The BladeGlider features a radical front narrow track layout, where the front is significantly narrower than the rear, creating a swept-wing profile when seen from above.
This technology follows in the footsteps of Nissan’s Zero Emission on Demand racecar (ZEOD RC), which will take part in next year’s Le Mans ‘Garage 56’ event with its narrow front-track design.
Director of Nissan Motorsport Innovation, Ben Bowlby, the designer of the ZEOD RC, was also consulted during the development of the BladeGlider.
He said: ‘When people see the narrow front track layout for the first time, they are sceptical about how the car will handle.
‘However, the concept has proved itself on the race track, running as fast as the overall contenders. I’m sure the BladeGlider will meet with the same initial scepticism, but we know it has the potential to be the best handling production car in the world.’
The weight distribution of the BladeGlider makes it ideal for quick, efficient launches from a standstill and intense acceleration once off the line.
The main reason for this is that the rear tyres are considerably wider than the front ones, resulting in more traction at the rear and enabling them to get a better grip on the driving surface.
Also, the wide rear track allows for virtually all of the car’s heavier components – including the two in-board motors, lithium-ion batteries and passengers – to sit between the rear tyres; hence, most of the car’s weight sits directly on the two driven wheels.
Thanks to the BladeGlider’s extremely narrow front end, air drag is minimal.
Another benefit of the car’s narrow front end is weight. Thanks to less hardware and smaller components, the BladeGlider’s overall kerb weight is considerably less than that of a similar-size car with a conventional front end.

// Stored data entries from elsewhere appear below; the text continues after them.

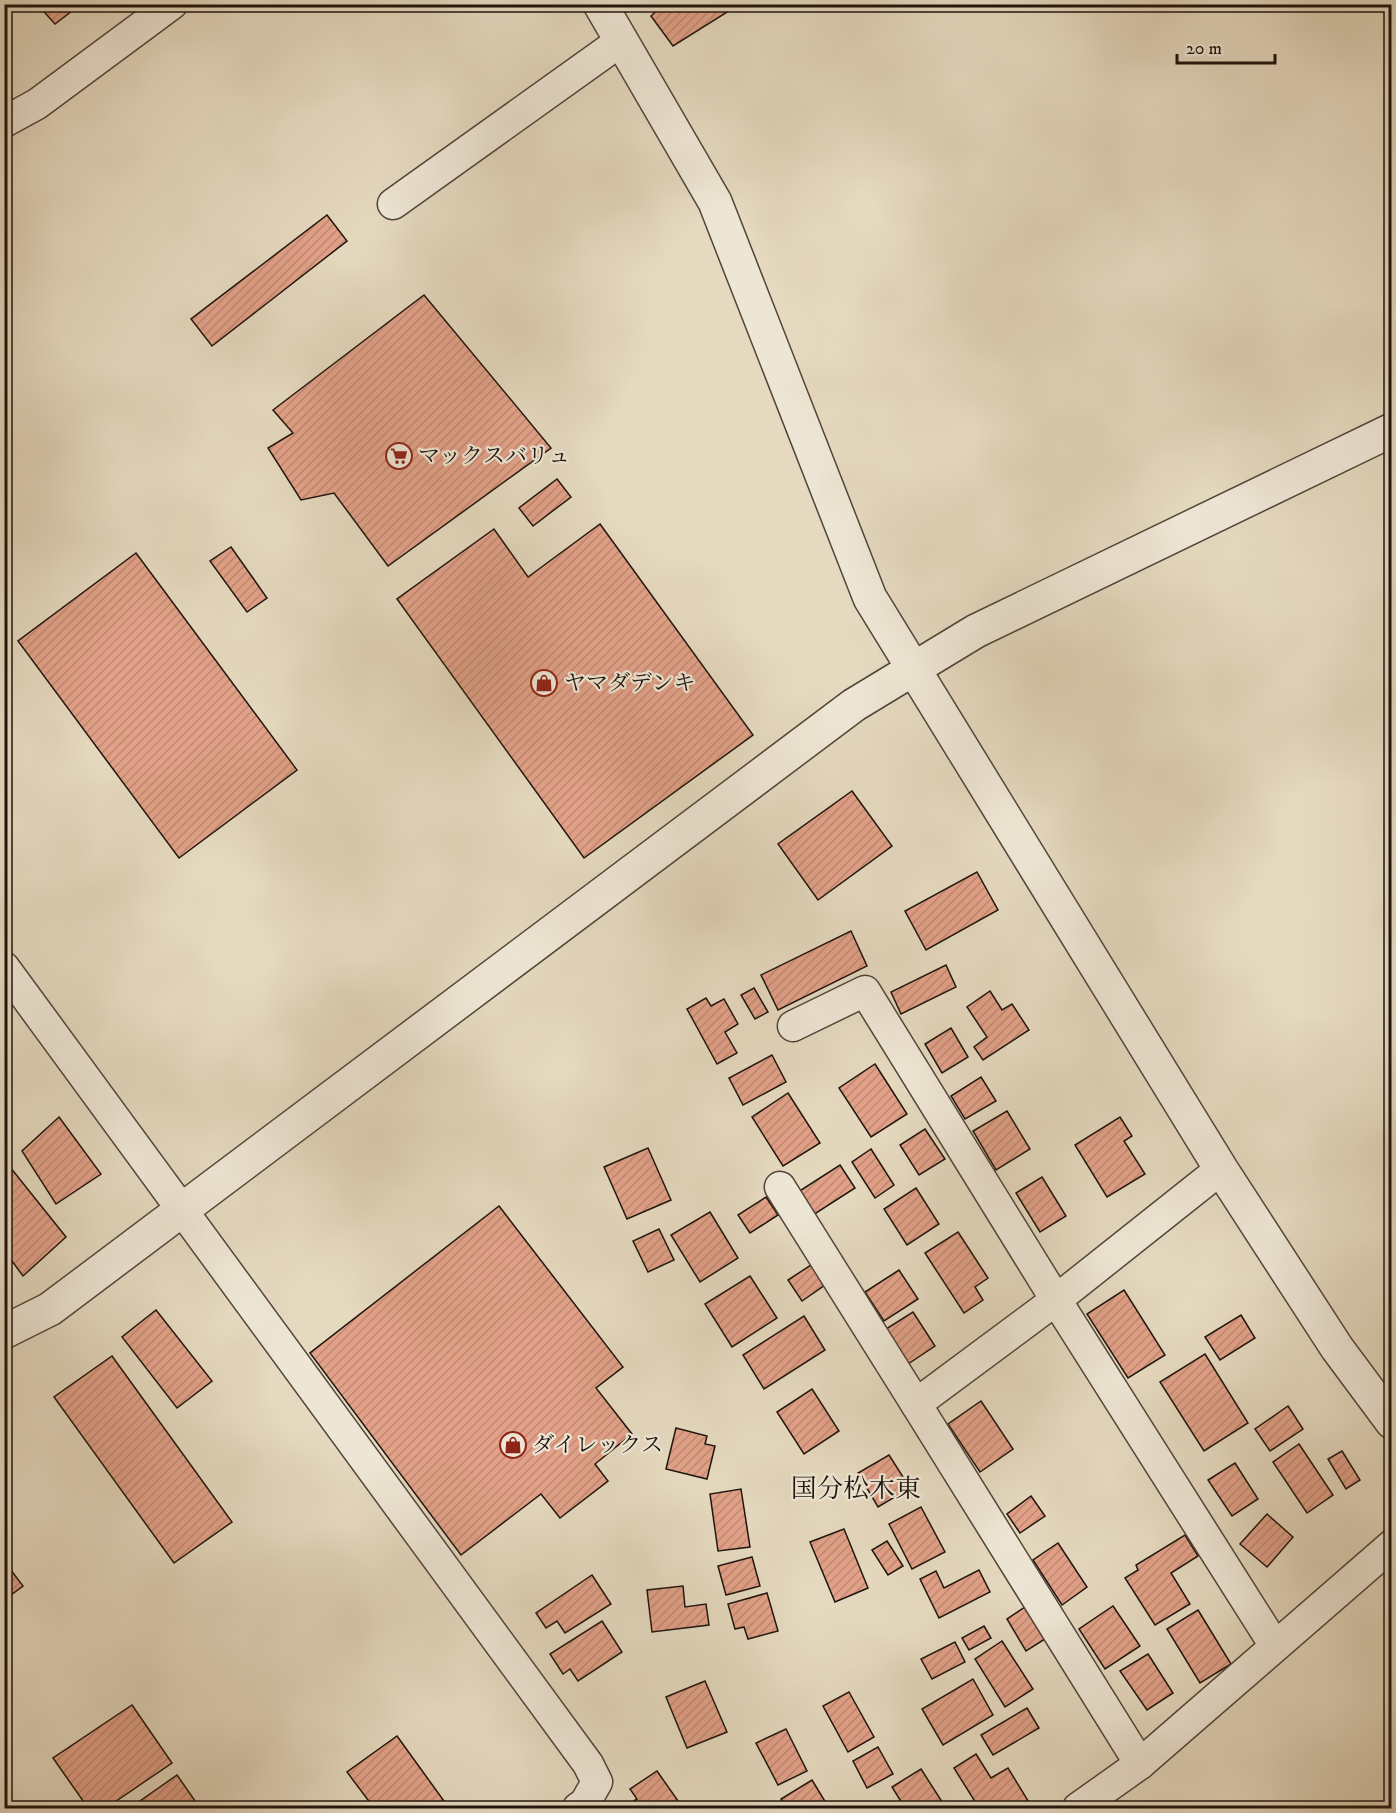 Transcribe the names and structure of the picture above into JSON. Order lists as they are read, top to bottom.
{
  "districts": ["国分松木東"],
  "places": {
    "supermarket": ["マックスバリュ"],
    "shop": ["ヤマダデンキ", "ダイレックス"]
  },
  "scale_bar": "20 m"
}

The most impressive, and most remarkable, advantage that BladeGlider has over its conventional counterparts is handling. While traditional performance enthusiasts might scratch their heads wondering how a car with such a narrow front track can take corners, the answer is relatively simple.

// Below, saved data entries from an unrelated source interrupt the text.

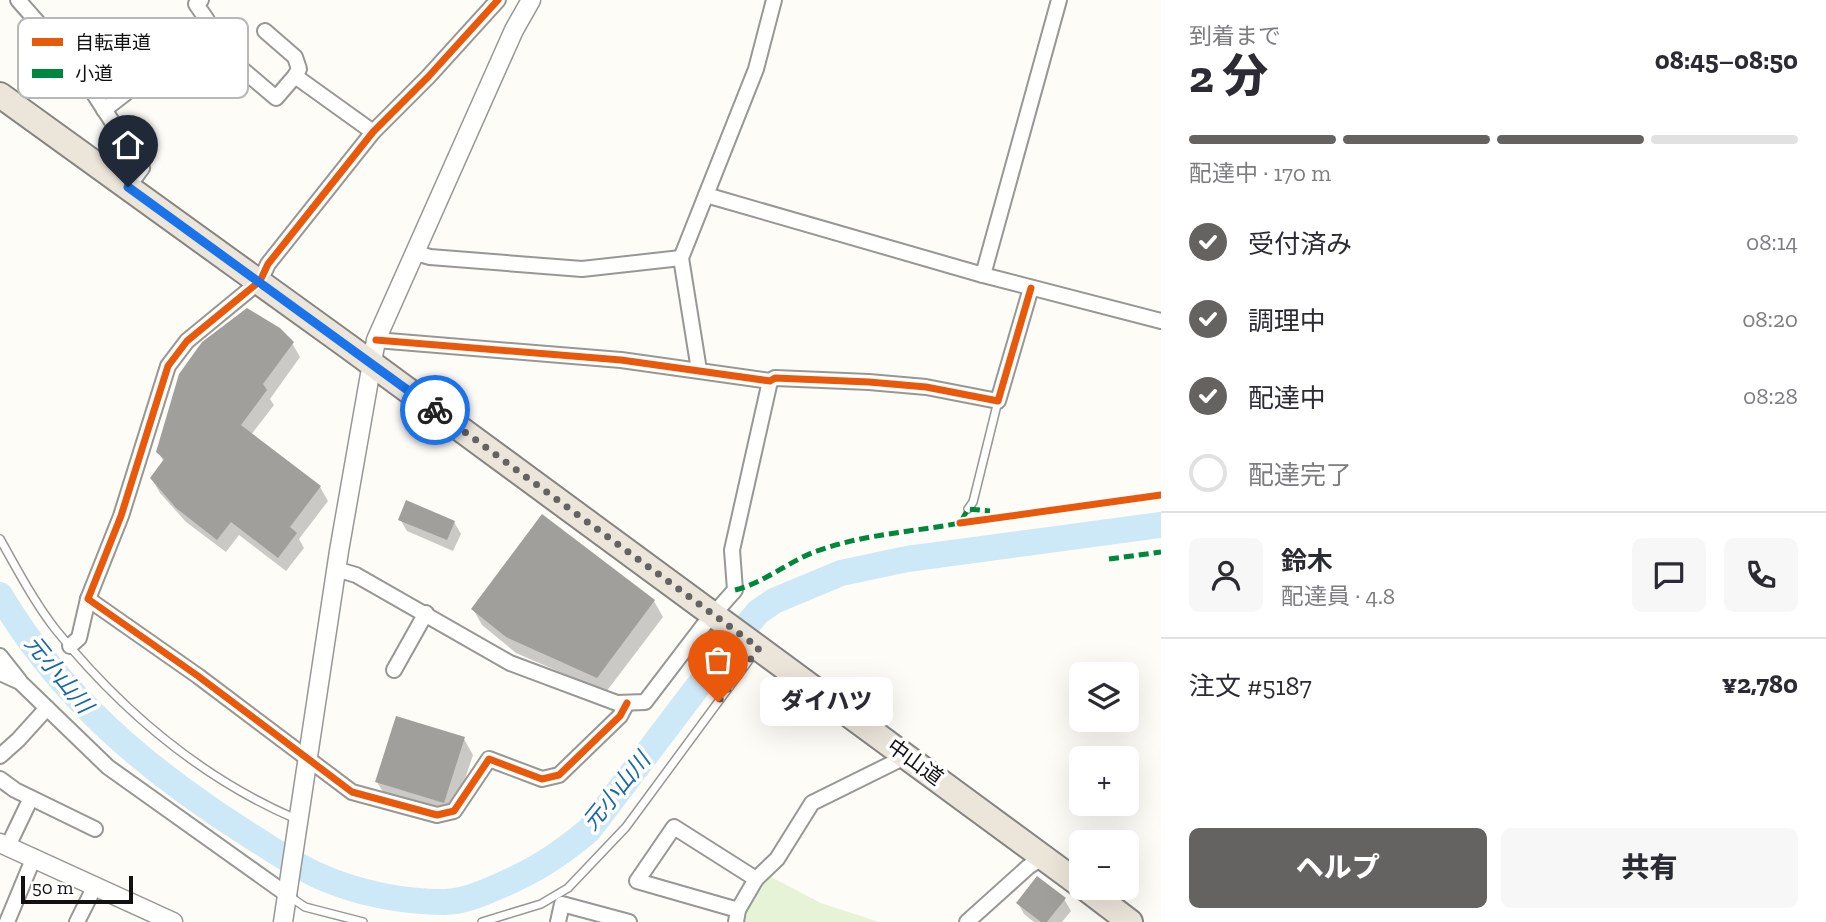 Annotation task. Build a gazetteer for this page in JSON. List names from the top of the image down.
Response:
{
  "streets": {
    "highway": ["中山道"]
  },
  "water": ["元小山川"],
  "places": ["ダイハツ"],
  "legend": ["自転車道", "小道"],
  "scale_bar": "50 m",
  "page": {
    "heading": ["2 分", "到着まで", "08:45–08:50"],
    "panel": [
      "鈴木",
      "配達員 · 4.8",
      "注文 #5187",
      "¥2,780"
    ],
    "bar": "配達中 · 170 m",
    "list": [
      ["受付済み", "08:14"],
      ["調理中", "08:20"],
      ["配達中", "08:28"],
      "配達完了"
    ],
    "map_buttons": ["+", "−"],
    "bubble": "ダイハツ",
    "buttons": ["ヘルプ", "共有"],
    "scale": "50 m"
  }
}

The narrow front track of the BladeGlider allows less weight to be placed on the front wheels. While some say that more weight on the front tyres equals better grip, the opposite is actually true. Sure, with super-wide tyres, extra load may result in more grip, but this is not an efficient solution, nor is it always the case.
The wide rear track and wide rear tyres also contribute to the BladeGlider’s exceptional handling. By providing a stable and rigid foundation for the car, they allow the car’s front tyres to effectively point the nose of the vehicle in the right direction.
Think of a sledgehammer and its handle. Put the hammer on the ground and move the handle in the desired direction. It can be done with relatively little effort because the head of the hammer is providing a stable foundation.
This unique effect of the BladeGlider can be enhanced with torque vectoring (or an enhanced limited slip differential) that can be programmed into the in-wheel motors, allowing the rear tyres to help point the car’s nose.
Unlike conventional road vehicles, the rear brakes of the BladeGlider do more work than the front brakes when slowing the car down; therefore, they are larger and more powerful than the front brakes (the opposite is true in all other road cars).
This provides a tremendous advantage when braking from high speed, as the wider tyres, which have most of the car’s weight on them, provide excellent traction when decelerating.
With the rear tyres doing most of the work during acceleration and braking, and the front tyres providing grip through turns, the overall performance workload at the four points of contact is distributed ideally: the front tyres steer the car, the rear tyres propel and stop the car.
With the driver sitting in the middle of the cockpit and near the rear wheels, the BladeGlider’s chassis relays clear and immediate feedback to the driver. Therefore, when the car’s front or rear tyres lose grip, the chassis lets you know immediately, giving the driver ample time to correct the car’s trajectory.
Another added benefit is tyre wear, or lack thereof. Each rear tyre and each front tyre are doing an equal amount of work so their wear rate is also equal. Conventional cars frequently suffer from uneven tyre wear, but the BladeGlider won’t require a tyre change as often as a conventional car, especially when subjected to aggressive, spirited driving.